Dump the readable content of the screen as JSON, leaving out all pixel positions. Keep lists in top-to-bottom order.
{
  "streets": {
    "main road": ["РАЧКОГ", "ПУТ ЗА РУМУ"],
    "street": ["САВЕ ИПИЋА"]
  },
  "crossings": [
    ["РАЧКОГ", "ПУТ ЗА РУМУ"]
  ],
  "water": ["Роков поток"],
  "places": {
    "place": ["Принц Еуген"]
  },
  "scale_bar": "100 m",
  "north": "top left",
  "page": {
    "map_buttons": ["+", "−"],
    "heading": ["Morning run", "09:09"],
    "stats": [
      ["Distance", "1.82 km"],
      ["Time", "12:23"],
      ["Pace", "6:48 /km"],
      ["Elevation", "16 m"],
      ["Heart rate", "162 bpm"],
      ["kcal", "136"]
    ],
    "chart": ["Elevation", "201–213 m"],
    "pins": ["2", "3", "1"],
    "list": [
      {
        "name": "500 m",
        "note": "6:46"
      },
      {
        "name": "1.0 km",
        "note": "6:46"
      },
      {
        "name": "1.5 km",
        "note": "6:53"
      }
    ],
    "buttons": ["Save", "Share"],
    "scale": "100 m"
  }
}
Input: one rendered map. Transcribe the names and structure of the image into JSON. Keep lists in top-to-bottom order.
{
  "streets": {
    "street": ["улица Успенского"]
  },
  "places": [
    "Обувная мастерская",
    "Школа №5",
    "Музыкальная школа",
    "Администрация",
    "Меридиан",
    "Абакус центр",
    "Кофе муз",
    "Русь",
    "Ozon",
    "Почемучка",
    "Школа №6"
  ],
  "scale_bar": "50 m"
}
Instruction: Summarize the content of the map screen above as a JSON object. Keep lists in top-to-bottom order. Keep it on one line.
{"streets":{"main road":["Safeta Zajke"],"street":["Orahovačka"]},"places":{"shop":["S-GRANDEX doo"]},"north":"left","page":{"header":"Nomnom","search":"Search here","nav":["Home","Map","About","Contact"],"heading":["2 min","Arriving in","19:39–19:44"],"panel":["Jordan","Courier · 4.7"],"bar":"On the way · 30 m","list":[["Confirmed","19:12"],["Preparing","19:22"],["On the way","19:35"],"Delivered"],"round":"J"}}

◆ **ACTION ITEM**: Transcribe the records above with every character unchanged.

◆ **EXERCISE OUTPUT**:
Dump the readable content of the screen as JSON, leaving out all pixel positions. Keep lists in top-to-bottom order.
{
  "streets": {
    "main road": ["РАЧКОГ", "ПУТ ЗА РУМУ"],
    "street": ["САВЕ ИПИЋА"]
  },
  "crossings": [
    ["РАЧКОГ", "ПУТ ЗА РУМУ"]
  ],
  "water": ["Роков поток"],
  "places": {
    "place": ["Принц Еуген"]
  },
  "scale_bar": "100 m",
  "north": "top left",
  "page": {
    "map_buttons": ["+", "−"],
    "heading": ["Morning run", "09:09"],
    "stats": [
      ["Distance", "1.82 km"],
      ["Time", "12:23"],
      ["Pace", "6:48 /km"],
      ["Elevation", "16 m"],
      ["Heart rate", "162 bpm"],
      ["kcal", "136"]
    ],
    "chart": ["Elevation", "201–213 m"],
    "pins": ["2", "3", "1"],
    "list": [
      {
        "name": "500 m",
        "note": "6:46"
      },
      {
        "name": "1.0 km",
        "note": "6:46"
      },
      {
        "name": "1.5 km",
        "note": "6:53"
      }
    ],
    "buttons": ["Save", "Share"],
    "scale": "100 m"
  }
}
Input: one rendered map. Transcribe the names and structure of the image into JSON. Keep lists in top-to-bottom order.
{
  "streets": {
    "street": ["улица Успенского"]
  },
  "places": [
    "Обувная мастерская",
    "Школа №5",
    "Музыкальная школа",
    "Администрация",
    "Меридиан",
    "Абакус центр",
    "Кофе муз",
    "Русь",
    "Ozon",
    "Почемучка",
    "Школа №6"
  ],
  "scale_bar": "50 m"
}
Instruction: Summarize the content of the map screen above as a JSON object. Keep lists in top-to-bottom order. Keep it on one line.
{"streets":{"main road":["Safeta Zajke"],"street":["Orahovačka"]},"places":{"shop":["S-GRANDEX doo"]},"north":"left","page":{"header":"Nomnom","search":"Search here","nav":["Home","Map","About","Contact"],"heading":["2 min","Arriving in","19:39–19:44"],"panel":["Jordan","Courier · 4.7"],"bar":"On the way · 30 m","list":[["Confirmed","19:12"],["Preparing","19:22"],["On the way","19:35"],"Delivered"],"round":"J"}}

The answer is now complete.